START PROVIDED RECORDS
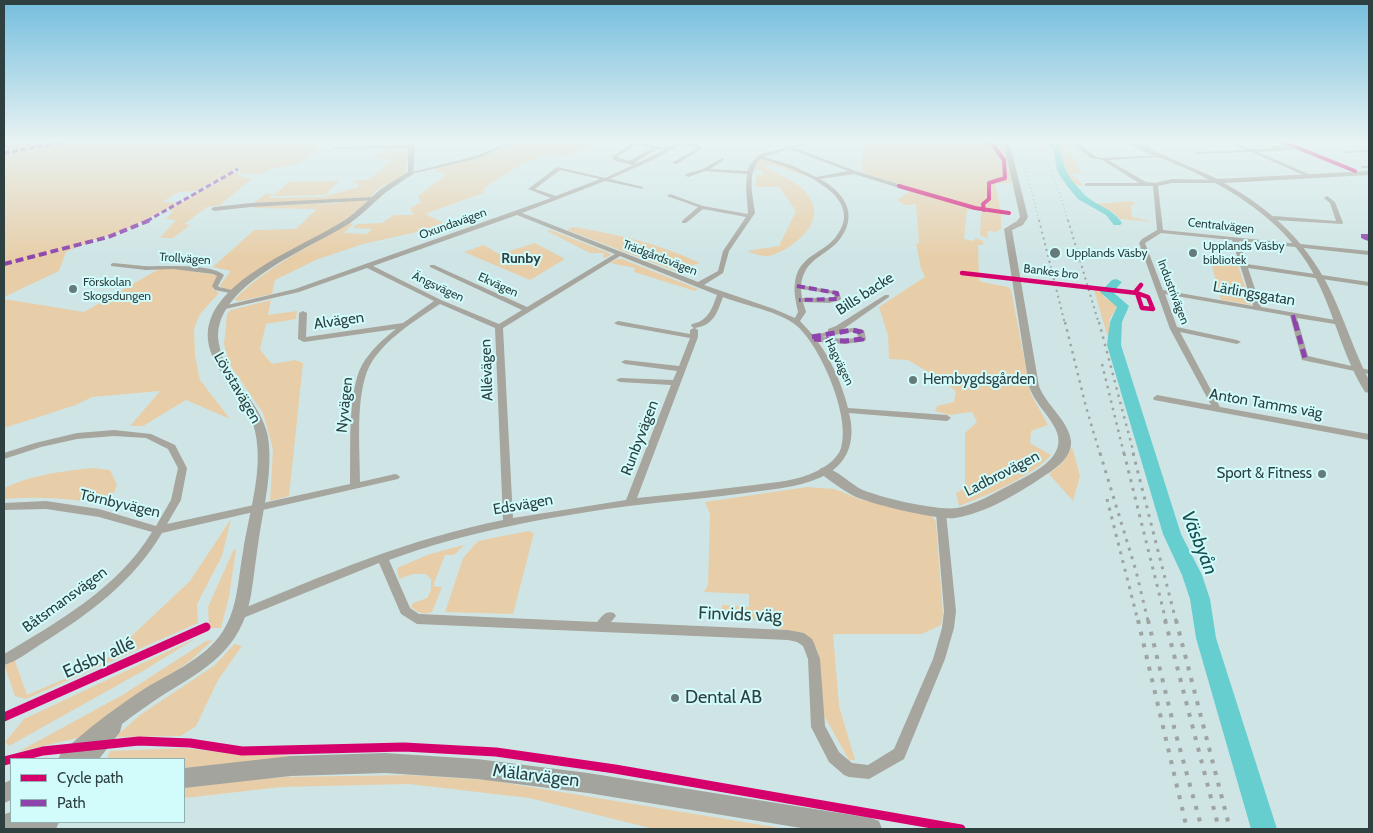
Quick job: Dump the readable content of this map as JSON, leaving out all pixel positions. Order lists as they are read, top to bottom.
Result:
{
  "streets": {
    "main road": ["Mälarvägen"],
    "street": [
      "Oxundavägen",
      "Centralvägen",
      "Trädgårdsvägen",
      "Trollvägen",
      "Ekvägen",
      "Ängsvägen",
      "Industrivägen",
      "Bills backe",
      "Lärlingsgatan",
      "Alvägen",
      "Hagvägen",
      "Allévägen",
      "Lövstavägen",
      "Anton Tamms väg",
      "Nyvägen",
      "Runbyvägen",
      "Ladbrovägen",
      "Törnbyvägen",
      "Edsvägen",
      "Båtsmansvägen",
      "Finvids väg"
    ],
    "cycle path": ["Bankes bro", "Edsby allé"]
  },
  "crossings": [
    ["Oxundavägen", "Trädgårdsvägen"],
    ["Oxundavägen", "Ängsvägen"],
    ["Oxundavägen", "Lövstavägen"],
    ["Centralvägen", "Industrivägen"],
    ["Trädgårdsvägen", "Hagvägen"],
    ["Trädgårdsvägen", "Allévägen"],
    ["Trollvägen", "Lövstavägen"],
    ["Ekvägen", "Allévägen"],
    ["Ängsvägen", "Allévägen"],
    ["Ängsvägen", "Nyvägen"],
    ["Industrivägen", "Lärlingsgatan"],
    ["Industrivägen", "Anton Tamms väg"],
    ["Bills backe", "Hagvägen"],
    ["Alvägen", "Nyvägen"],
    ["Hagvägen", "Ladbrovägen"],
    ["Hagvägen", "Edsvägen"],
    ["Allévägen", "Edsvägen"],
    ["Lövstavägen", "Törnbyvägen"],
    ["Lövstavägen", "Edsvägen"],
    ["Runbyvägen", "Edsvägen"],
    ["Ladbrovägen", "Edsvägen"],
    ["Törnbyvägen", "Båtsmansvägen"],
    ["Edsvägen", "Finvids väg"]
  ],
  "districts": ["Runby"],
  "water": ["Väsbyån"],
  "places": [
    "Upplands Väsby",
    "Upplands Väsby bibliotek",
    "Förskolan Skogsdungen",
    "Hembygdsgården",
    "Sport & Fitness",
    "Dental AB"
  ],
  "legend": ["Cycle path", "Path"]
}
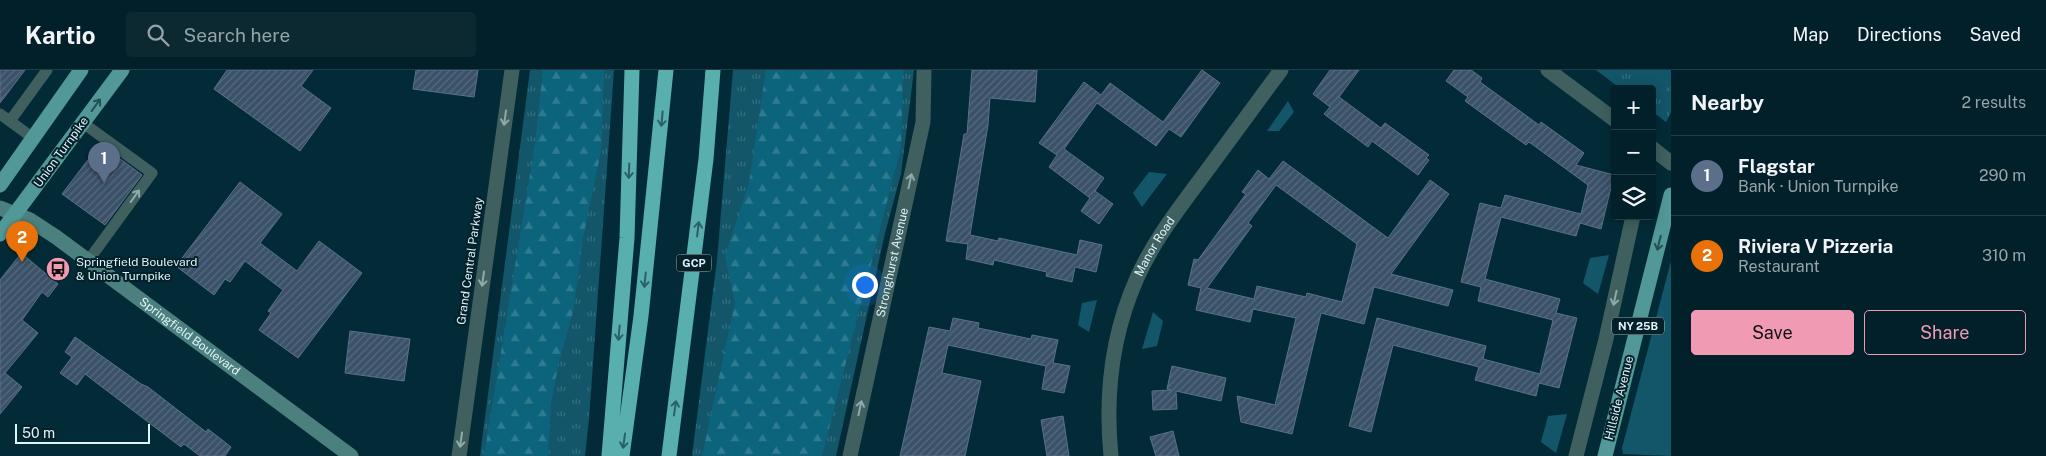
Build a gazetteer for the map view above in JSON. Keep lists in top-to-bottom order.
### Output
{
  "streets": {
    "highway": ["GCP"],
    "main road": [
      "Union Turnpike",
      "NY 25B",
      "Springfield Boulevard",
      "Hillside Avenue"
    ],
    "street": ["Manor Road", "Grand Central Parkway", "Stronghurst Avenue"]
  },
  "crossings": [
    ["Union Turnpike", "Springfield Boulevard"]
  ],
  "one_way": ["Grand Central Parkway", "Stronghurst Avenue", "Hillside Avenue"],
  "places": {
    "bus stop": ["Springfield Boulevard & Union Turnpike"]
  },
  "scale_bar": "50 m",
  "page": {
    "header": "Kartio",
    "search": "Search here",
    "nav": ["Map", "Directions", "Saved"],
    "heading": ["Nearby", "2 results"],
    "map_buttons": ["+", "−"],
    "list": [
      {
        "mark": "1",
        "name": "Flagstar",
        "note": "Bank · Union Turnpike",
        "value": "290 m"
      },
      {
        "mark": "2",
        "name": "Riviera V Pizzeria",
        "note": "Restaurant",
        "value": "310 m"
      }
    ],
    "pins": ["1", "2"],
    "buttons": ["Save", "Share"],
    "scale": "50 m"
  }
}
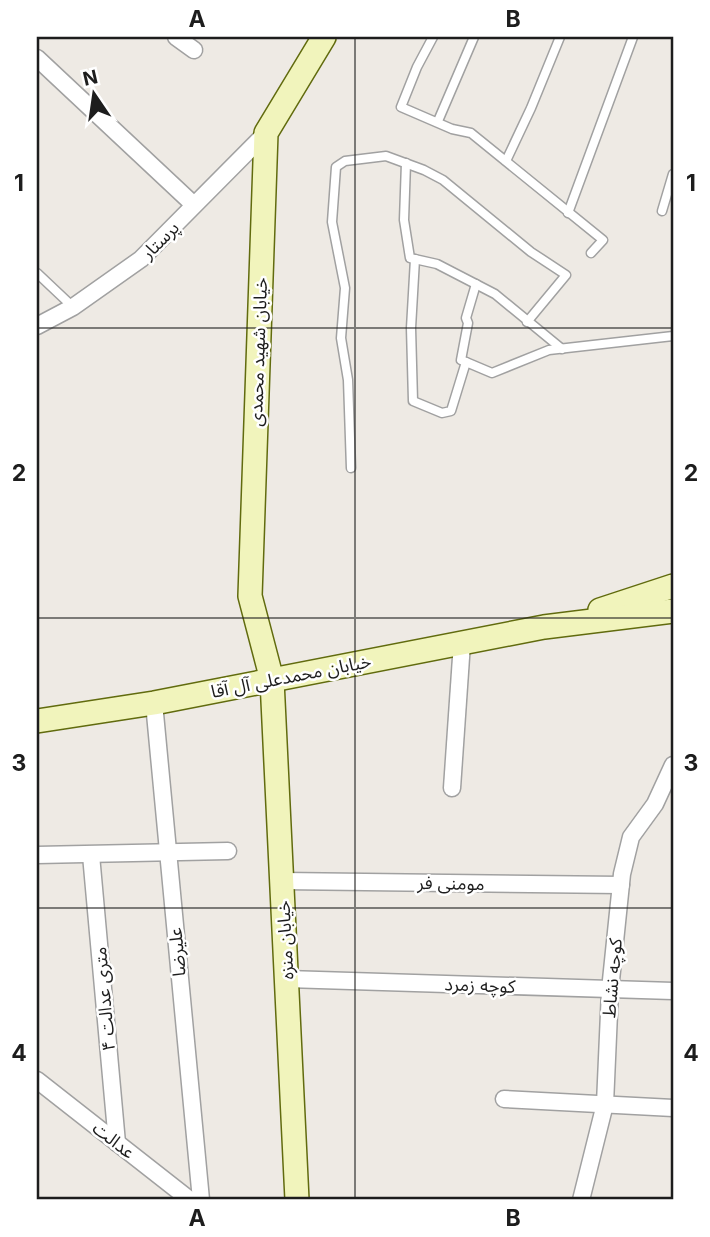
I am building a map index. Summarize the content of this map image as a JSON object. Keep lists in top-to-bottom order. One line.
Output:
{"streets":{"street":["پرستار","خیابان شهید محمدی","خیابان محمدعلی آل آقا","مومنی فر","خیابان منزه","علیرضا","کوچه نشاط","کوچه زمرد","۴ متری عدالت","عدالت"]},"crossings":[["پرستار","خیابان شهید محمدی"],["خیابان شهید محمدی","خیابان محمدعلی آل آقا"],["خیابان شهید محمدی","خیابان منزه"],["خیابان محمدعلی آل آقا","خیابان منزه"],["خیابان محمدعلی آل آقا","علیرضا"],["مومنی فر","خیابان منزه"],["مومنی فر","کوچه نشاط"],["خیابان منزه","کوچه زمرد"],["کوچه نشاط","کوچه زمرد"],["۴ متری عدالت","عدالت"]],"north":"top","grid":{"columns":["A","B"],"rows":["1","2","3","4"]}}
END PROVIDED RECORDS
WORK TASK: Pictures are not part of the copy. Please reproduce the material word for word.

RESPONSE TO THIS TASK:
Quick job: Dump the readable content of this map as JSON, leaving out all pixel positions. Order lists as they are read, top to bottom.
Result:
{
  "streets": {
    "main road": ["Mälarvägen"],
    "street": [
      "Oxundavägen",
      "Centralvägen",
      "Trädgårdsvägen",
      "Trollvägen",
      "Ekvägen",
      "Ängsvägen",
      "Industrivägen",
      "Bills backe",
      "Lärlingsgatan",
      "Alvägen",
      "Hagvägen",
      "Allévägen",
      "Lövstavägen",
      "Anton Tamms väg",
      "Nyvägen",
      "Runbyvägen",
      "Ladbrovägen",
      "Törnbyvägen",
      "Edsvägen",
      "Båtsmansvägen",
      "Finvids väg"
    ],
    "cycle path": ["Bankes bro", "Edsby allé"]
  },
  "crossings": [
    ["Oxundavägen", "Trädgårdsvägen"],
    ["Oxundavägen", "Ängsvägen"],
    ["Oxundavägen", "Lövstavägen"],
    ["Centralvägen", "Industrivägen"],
    ["Trädgårdsvägen", "Hagvägen"],
    ["Trädgårdsvägen", "Allévägen"],
    ["Trollvägen", "Lövstavägen"],
    ["Ekvägen", "Allévägen"],
    ["Ängsvägen", "Allévägen"],
    ["Ängsvägen", "Nyvägen"],
    ["Industrivägen", "Lärlingsgatan"],
    ["Industrivägen", "Anton Tamms väg"],
    ["Bills backe", "Hagvägen"],
    ["Alvägen", "Nyvägen"],
    ["Hagvägen", "Ladbrovägen"],
    ["Hagvägen", "Edsvägen"],
    ["Allévägen", "Edsvägen"],
    ["Lövstavägen", "Törnbyvägen"],
    ["Lövstavägen", "Edsvägen"],
    ["Runbyvägen", "Edsvägen"],
    ["Ladbrovägen", "Edsvägen"],
    ["Törnbyvägen", "Båtsmansvägen"],
    ["Edsvägen", "Finvids väg"]
  ],
  "districts": ["Runby"],
  "water": ["Väsbyån"],
  "places": [
    "Upplands Väsby",
    "Upplands Väsby bibliotek",
    "Förskolan Skogsdungen",
    "Hembygdsgården",
    "Sport & Fitness",
    "Dental AB"
  ],
  "legend": ["Cycle path", "Path"]
}
Build a gazetteer for the map view above in JSON. Keep lists in top-to-bottom order.
### Output
{
  "streets": {
    "highway": ["GCP"],
    "main road": [
      "Union Turnpike",
      "NY 25B",
      "Springfield Boulevard",
      "Hillside Avenue"
    ],
    "street": ["Manor Road", "Grand Central Parkway", "Stronghurst Avenue"]
  },
  "crossings": [
    ["Union Turnpike", "Springfield Boulevard"]
  ],
  "one_way": ["Grand Central Parkway", "Stronghurst Avenue", "Hillside Avenue"],
  "places": {
    "bus stop": ["Springfield Boulevard & Union Turnpike"]
  },
  "scale_bar": "50 m",
  "page": {
    "header": "Kartio",
    "search": "Search here",
    "nav": ["Map", "Directions", "Saved"],
    "heading": ["Nearby", "2 results"],
    "map_buttons": ["+", "−"],
    "list": [
      {
        "mark": "1",
        "name": "Flagstar",
        "note": "Bank · Union Turnpike",
        "value": "290 m"
      },
      {
        "mark": "2",
        "name": "Riviera V Pizzeria",
        "note": "Restaurant",
        "value": "310 m"
      }
    ],
    "pins": ["1", "2"],
    "buttons": ["Save", "Share"],
    "scale": "50 m"
  }
}
I am building a map index. Summarize the content of this map image as a JSON object. Keep lists in top-to-bottom order. One line.
Output:
{"streets":{"street":["پرستار","خیابان شهید محمدی","خیابان محمدعلی آل آقا","مومنی فر","خیابان منزه","علیرضا","کوچه نشاط","کوچه زمرد","۴ متری عدالت","عدالت"]},"crossings":[["پرستار","خیابان شهید محمدی"],["خیابان شهید محمدی","خیابان محمدعلی آل آقا"],["خیابان شهید محمدی","خیابان منزه"],["خیابان محمدعلی آل آقا","خیابان منزه"],["خیابان محمدعلی آل آقا","علیرضا"],["مومنی فر","خیابان منزه"],["مومنی فر","کوچه نشاط"],["خیابان منزه","کوچه زمرد"],["کوچه نشاط","کوچه زمرد"],["۴ متری عدالت","عدالت"]],"north":"top","grid":{"columns":["A","B"],"rows":["1","2","3","4"]}}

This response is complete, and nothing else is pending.